I met with an office that gives you capital to buy IPO's, and then you sell the ipo on the day of the opening. So you get allocations from brokers, and then split profits with the firm once you sell. Has anyone heard of this? Or had any experience? Doesn't pay a salary, benefits, etc. 1099 pay. Would you go with this, or a prop trading firm? Both don't require capital. Prop has tape reading, chart patterns, scalping, strategies. Which is the best route to take? I've been a broker for 7 years. I need a change.
Huh? Be careful that you're not getting stuck with the crap IPOs. Like Vhehn said, the roadshow is going allocate shares to reputable money managers who will in turn get the allocations. Unless this is is some strange division of a large reputable shop you're going to get stuck with crap (read: IPOs whose demand are coming in below what the street is trying to sell it at). Furthermore, if the underwriters find out this is what your shop is doing I would surmise that your source of deals will magically disappear. Just my 2 cents.

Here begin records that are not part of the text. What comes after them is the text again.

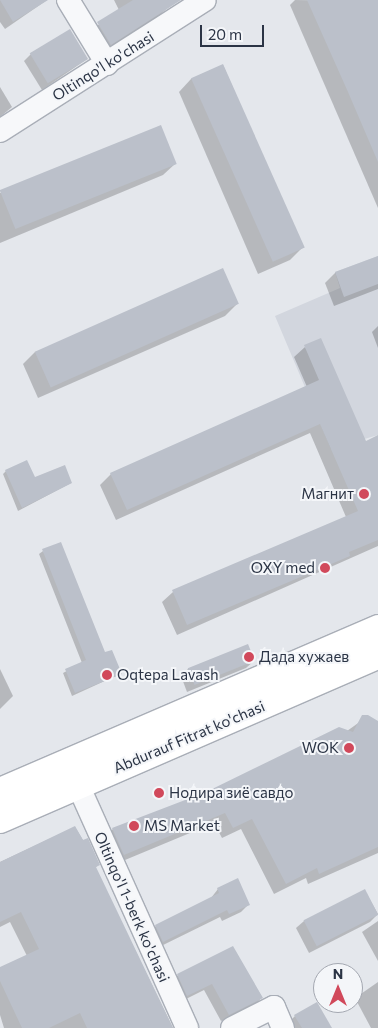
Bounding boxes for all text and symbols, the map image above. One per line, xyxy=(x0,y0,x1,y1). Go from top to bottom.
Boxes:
scale bar xyxy=(203,15,267,47)
text: 20 m xyxy=(208,25,242,43)
street label: Oltinqo'l ko'chasi xyxy=(49,28,157,104)
place label: Магнит xyxy=(301,485,354,503)
marker: Магнит xyxy=(358,488,370,500)
place label: OXY med xyxy=(251,559,315,577)
marker: OXY med xyxy=(319,562,331,574)
place label: Дада хужаев xyxy=(259,648,349,666)
marker: Дада хужаев xyxy=(243,651,255,663)
place label: Oqtepa Lavash xyxy=(117,666,219,684)
marker: Oqtepa Lavash xyxy=(101,669,113,681)
street label: Abdurauf Fitrat ko'chasi xyxy=(111,697,267,777)
place label: WOK xyxy=(302,739,339,757)
marker: WOK xyxy=(343,742,355,754)
place label: Нодира зиё савдо xyxy=(169,784,293,802)
marker: Нодира зиё савдо xyxy=(153,787,165,799)
place label: MS Market xyxy=(144,817,220,835)
marker: MS Market xyxy=(128,820,140,832)
street label: Oltinqo'l 1-berk ko'chasi xyxy=(91,829,173,985)
north arrow xyxy=(313,963,363,1013)
text: N xyxy=(333,965,343,982)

Good points, it can easily turn into a losers game, you might end up pumping crap IPOs to investors in the classifief section of businessweek
You need to cold call brokers to see which brokers are big enough to get you good allocations. Once you have a network of 5-10 brokers, then they will make you take all of their new issues. You make money on the big movers and break even on the others. Its a win-win for the broker who makes nice commissions, and win-win for you, because you get ipo's. Is this a valid way to trade?
nope because if they know you will flip the ipo they will cut you off. in the 90s i used to do this. at one time i had 11 different accounts to get ipos.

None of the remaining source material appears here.